» **Data for this exercise**
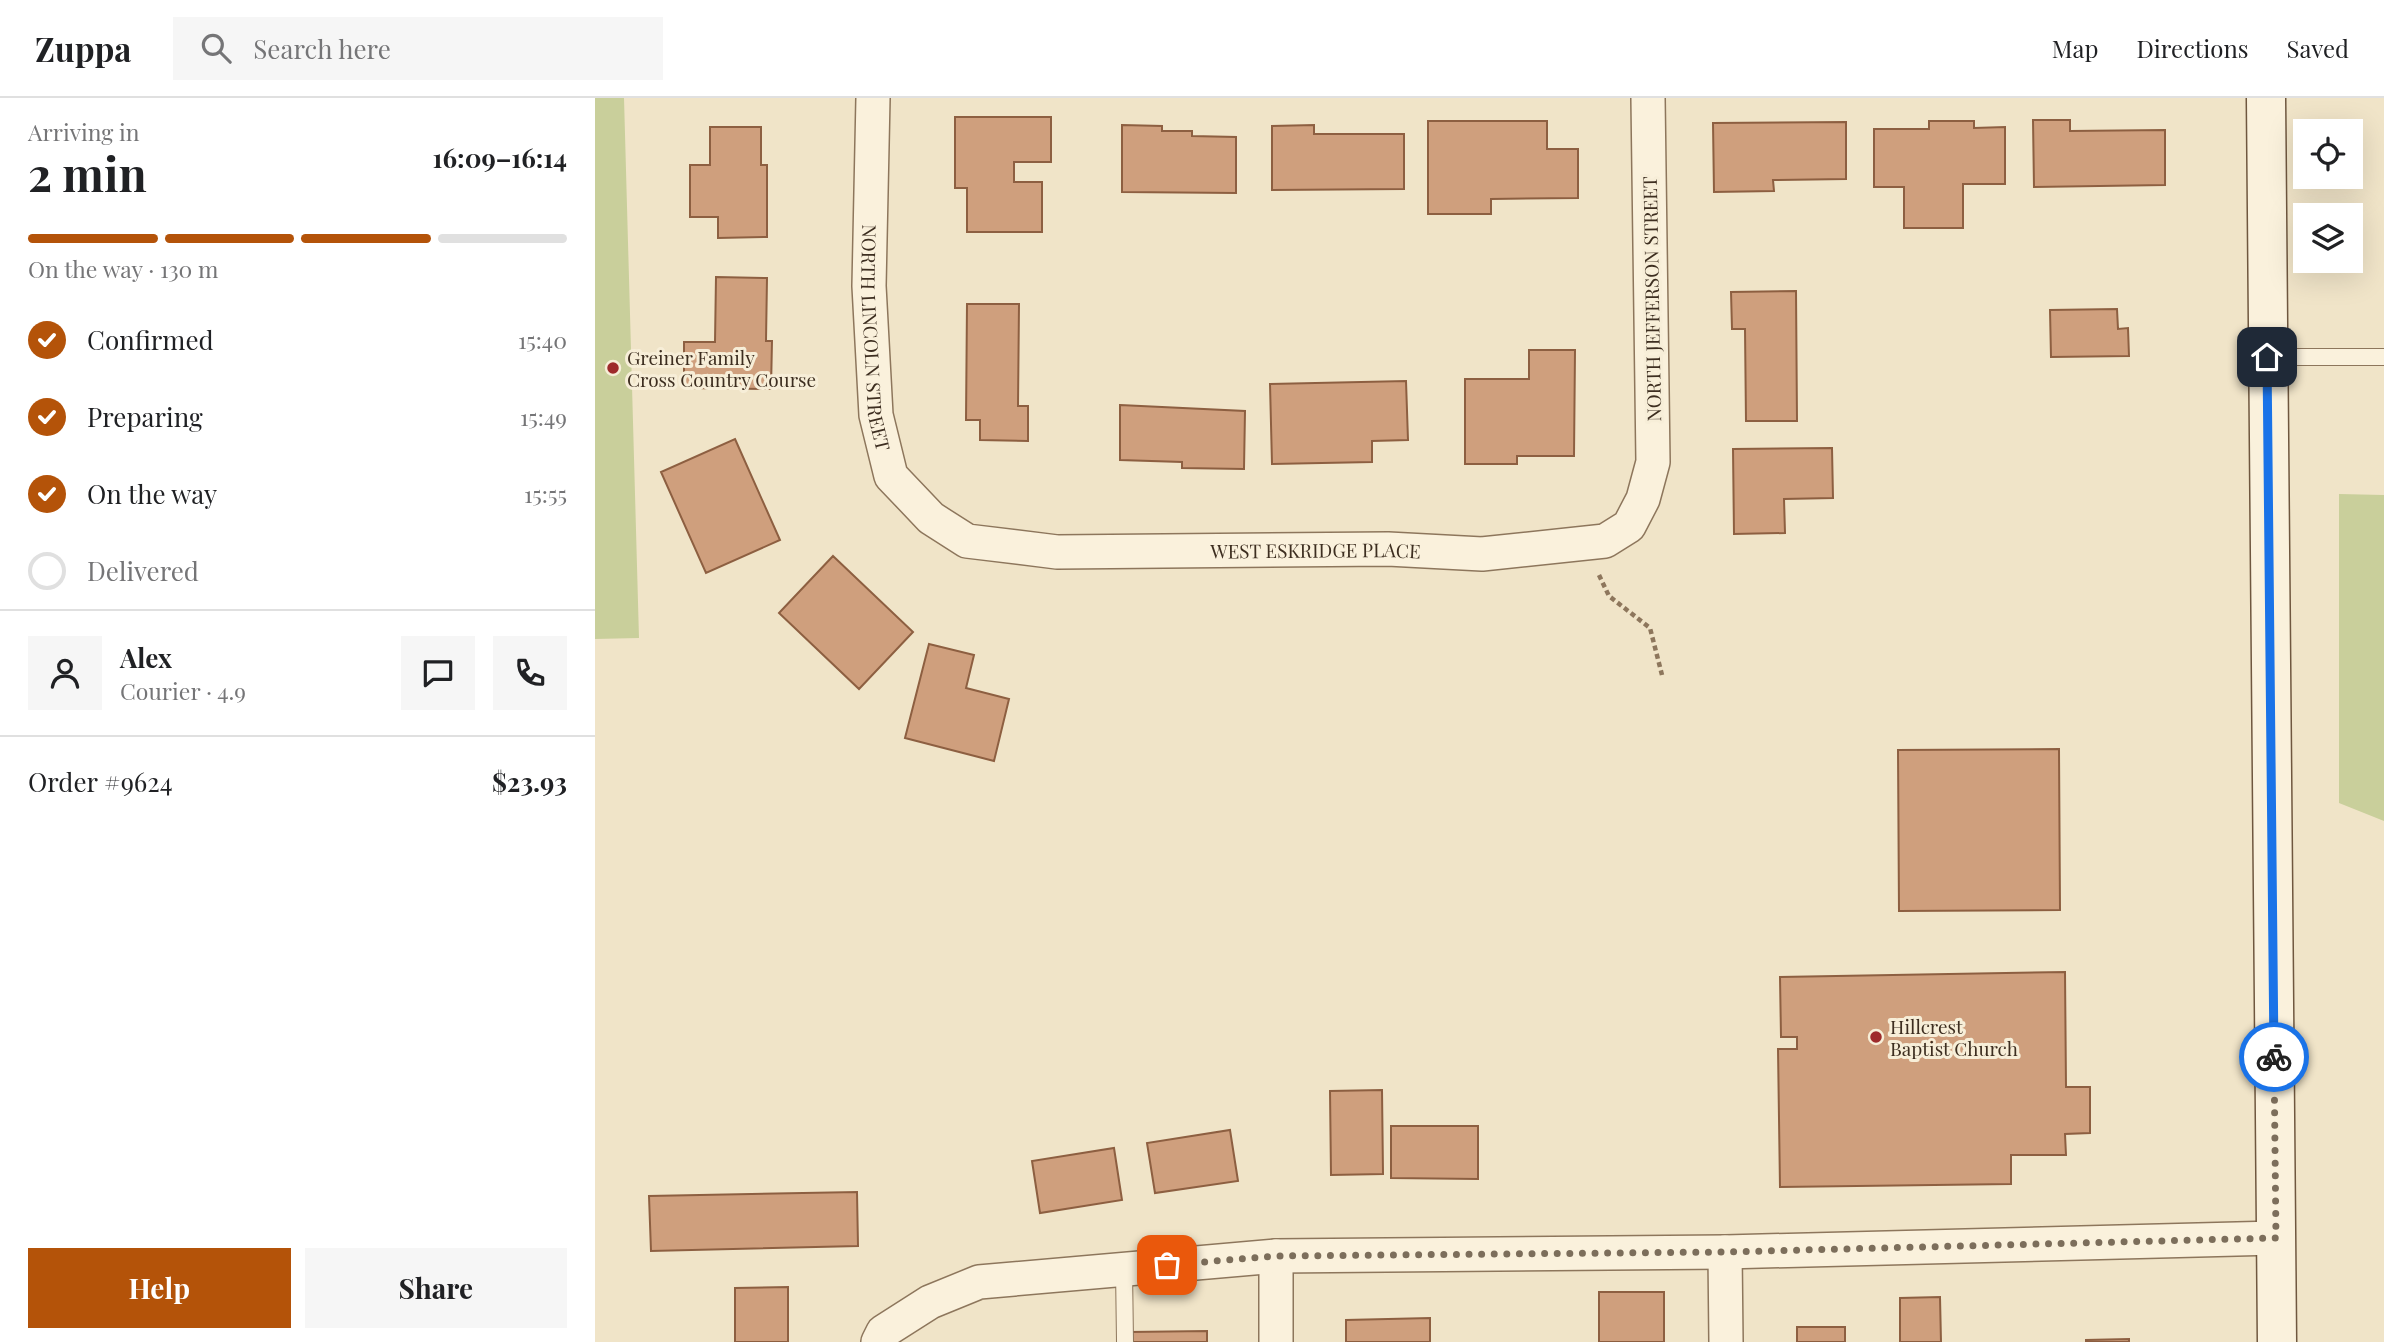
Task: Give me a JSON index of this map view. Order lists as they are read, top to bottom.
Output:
{
  "streets": {
    "street": ["NORTH JEFFERSON STREET", "NORTH LINCOLN STREET", "WEST ESKRIDGE PLACE"]
  },
  "crossings": [
    ["NORTH JEFFERSON STREET", "WEST ESKRIDGE PLACE"],
    ["NORTH LINCOLN STREET", "WEST ESKRIDGE PLACE"]
  ],
  "places": ["Greiner Family Cross Country Course", "Hillcrest Baptist Church"],
  "page": {
    "header": "Zuppa",
    "search": "Search here",
    "nav": ["Map", "Directions", "Saved"],
    "heading": ["2 min", "Arriving in", "16:09–16:14"],
    "panel": [
      "Alex",
      "Courier · 4.9",
      "Order #9624",
      "$23.93"
    ],
    "bar": "On the way · 130 m",
    "list": [
      ["Confirmed", "15:40"],
      ["Preparing", "15:49"],
      ["On the way", "15:55"],
      "Delivered"
    ],
    "buttons": ["Help", "Share"]
  }
}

» **Work instructions**
For each line above that holds the string "ESKRIDGE", provide a copy of that line.

» **Answer box**
    "street": ["NORTH JEFFERSON STREET", "NORTH LINCOLN STREET", "WEST ESKRIDGE PLACE"]
    ["NORTH JEFFERSON STREET", "WEST ESKRIDGE PLACE"],
    ["NORTH LINCOLN STREET", "WEST ESKRIDGE PLACE"]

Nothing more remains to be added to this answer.